Surge Current on full wave rectifier

[saviourm]

I read from the Malvino that when a fullwave bridge rectifier (with filter capacitor and load resistor) "before the power is turned On the filter capacitor is uncharged. At an instant the power is applied, the uncharged capacitor looks like a short. Therefore, the initial charging current may be quite large. in worse case, the circuit may be energized at an instant when line voltage is at max. this means V (peak) is across the secondary winding with the filter capacitor uncharged".
My question why the filter capacitor is uncharged even there is Vpeak across it?

Thanks
SM

 

[KerimF]

A capacitor is said uncharged when its voltage on its terminals is zero.
When the transformer primary is connected to mains, the equivalent impedance (internal resistance and leakage inductance of the transformer that are seen from the secondary terminals) limits the current that charges the capacitor. The initial charging current is relatively high, and as you said, it also depends on the initial instantaneous voltage applied on the transformer at t=0.
Also the dynamic resistance of the diode bridge being in series with the secondary coil contributes in limiting the charging current. But, practically speaking, the diode resistance is usually negligible in comparison to the internal impedance of the transformer.

 

[saviourm]

A capacitor is said uncharged when its voltage on its terminals is zero.
When the transformer primary is connected to mains, the equivalent impedance (internal resistance and leakage inductance of the transformer that are seen from the secondary terminals) limits the current that charges the capacitor. The initial charging current is relatively high, and as you said, it also depends on the initial instantaneous voltage applied on the transformer at t=0.
Also the dynamic resistance of the diode bridge being in series with the secondary coil contributes in limiting the charging current.
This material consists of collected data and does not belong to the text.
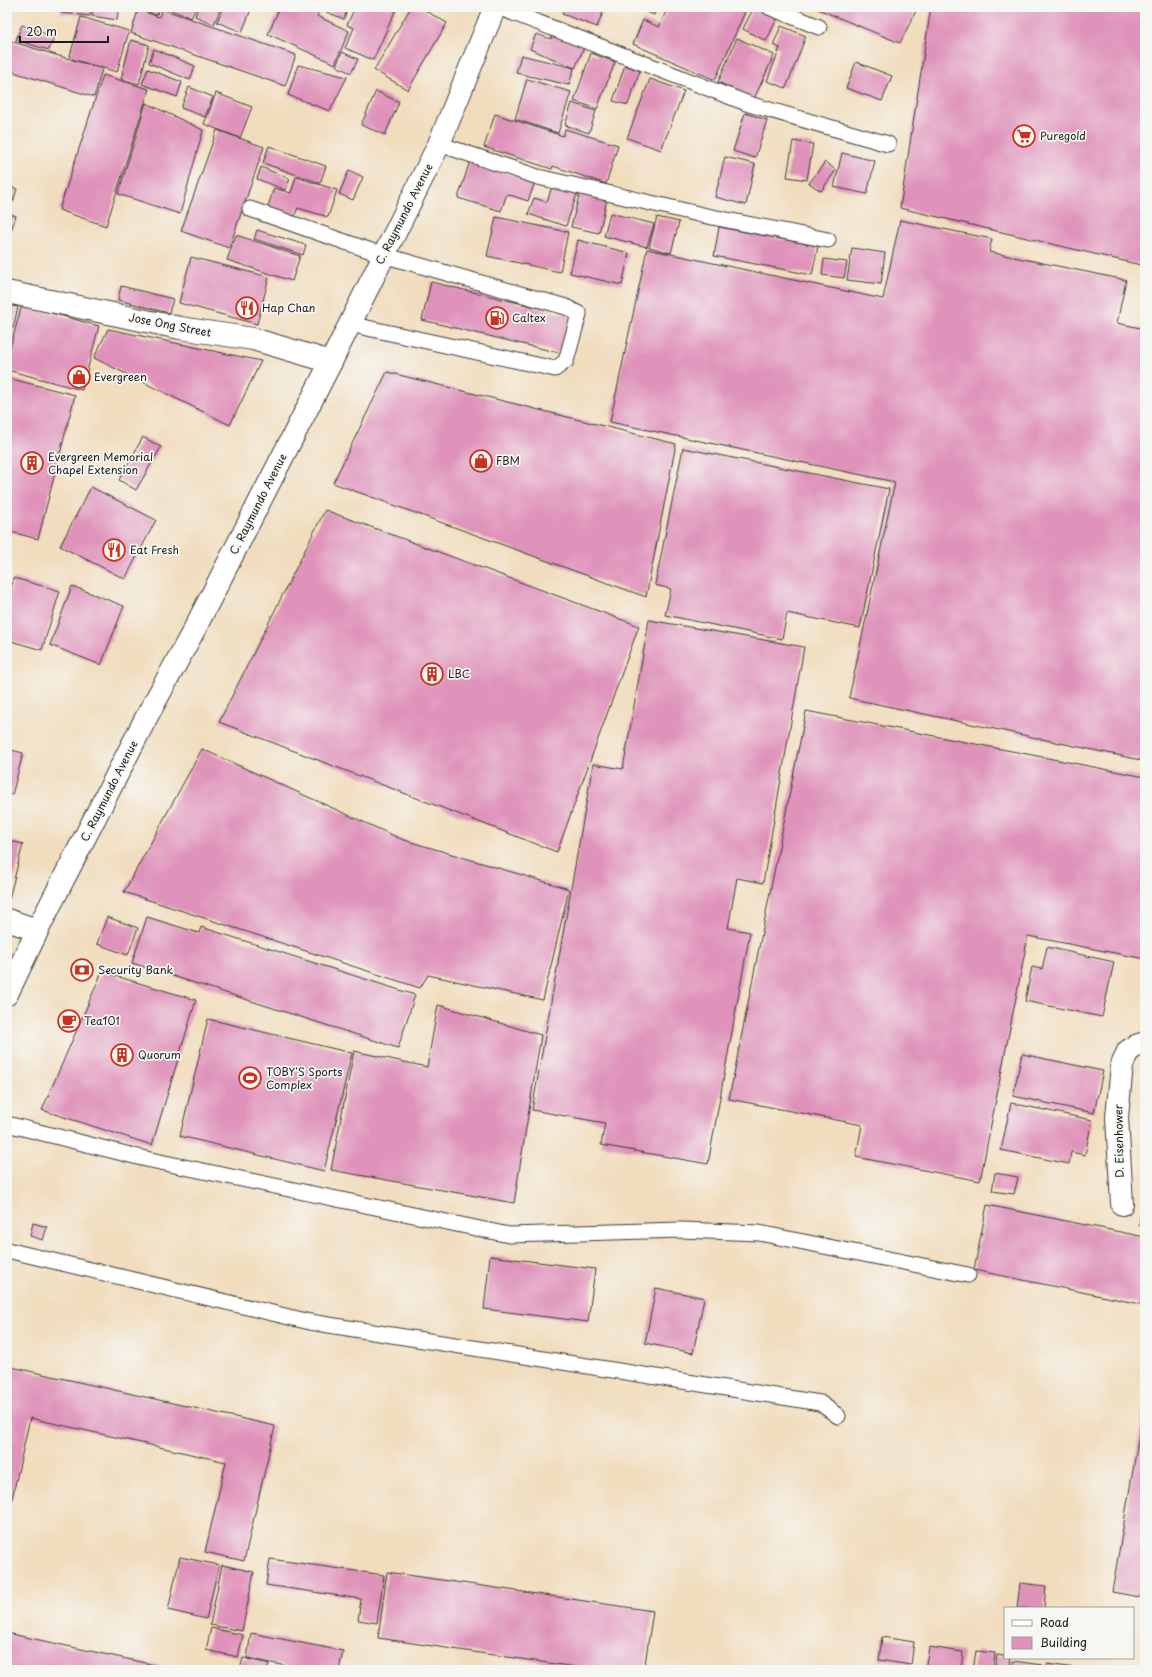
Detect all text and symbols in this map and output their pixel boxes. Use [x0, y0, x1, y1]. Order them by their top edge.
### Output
scale bar [20, 18, 108, 44]
text: 20 m [26, 22, 57, 40]
supermarket icon: Puregold [1011, 123, 1037, 149]
place label: Puregold [1040, 127, 1086, 144]
street label: C. Raymundo Avenue [371, 160, 437, 267]
restaurant icon: Hap Chan [234, 295, 260, 321]
place label: Hap Chan [262, 299, 315, 316]
fuel station icon: Caltex [484, 305, 510, 331]
street label: Jose Ong Street [127, 308, 213, 341]
place label: Caltex [512, 309, 546, 326]
shop icon: Evergreen [66, 364, 92, 390]
place label: Evergreen [94, 368, 147, 385]
place label: Evergreen Memorial Chapel Extension [48, 448, 153, 478]
shop icon: FBM [468, 448, 494, 474]
building icon: Evergreen Memorial Chapel Extension [19, 450, 45, 476]
street label: C. Raymundo Avenue [225, 450, 291, 557]
place label: FBM [496, 452, 520, 469]
restaurant icon: Eat Fresh [101, 537, 127, 563]
place label: Eat Fresh [130, 541, 179, 558]
building icon: LBC [419, 661, 445, 687]
place label: LBC [448, 665, 470, 682]
street label: C. Raymundo Avenue [76, 737, 142, 844]
bank icon: Security Bank [69, 957, 95, 983]
place label: Security Bank [98, 961, 174, 978]
cafe icon: Tea101 [56, 1008, 82, 1034]
place label: Tea101 [84, 1012, 120, 1029]
building icon: Quorum [109, 1042, 135, 1068]
place label: Quorum [138, 1046, 181, 1063]
place label: TOBY'S Sports Complex [266, 1063, 343, 1093]
sports icon: TOBY'S Sports Complex [237, 1065, 263, 1091]
street label: D. Eisenhower [1109, 1103, 1128, 1178]
legend [1004, 1607, 1134, 1659]
text: Road [1040, 1613, 1069, 1631]
text: Building [1040, 1633, 1087, 1651]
But, practically speaking, the diode resistance is usually negligible in comparison to the internal impedance of the transformer.

First on switch 'On'' Let say during the first positive half cycle across the secondary of the transformer and the bridge ,the capacitor I think its charging but the text say that in the worst case the capacitor is uncharged, why? even there is V peak across it.
Thank for your attention
sm

 

[albbg]

I think the text said the capacitor is uncharged as worst case because you can switch the power supply OFF and ON againg after a delay no long enough to discharge the capacitor (it depends from time and load). In this case during the first cycle the capacitor will not be fully uncharged.
If you wait enough, before to turn the supply ON after having switched it OFF, the capacitor will be uncharged.
Considering then the capacitor fully uncharged the very worse case happens if you switch the power supply on when the main supply has reached its maximum voltage (its probabilistic matter), that means the output of the transformer is at its maximum output (neglecting inductive effects of the windings). All this voltage will suddenly appear across the capacitor through a quite small resistance (due to windings and diodes).
However this problem is present in both single and full-wave rectifiers. In full wave rectifier the probability to swicth the power supply ON when the main voltage is maximum is doubled because it rectify both negative and positive peaks.

 

[FvM]

the text say that in the worst case the capacitor is uncharged, why? even there is V peak across it.

It's just a problem of reading. The text doesn't say that. The capacitor is first "uncharged" (zero voltage across it) and then gets charged in very short time.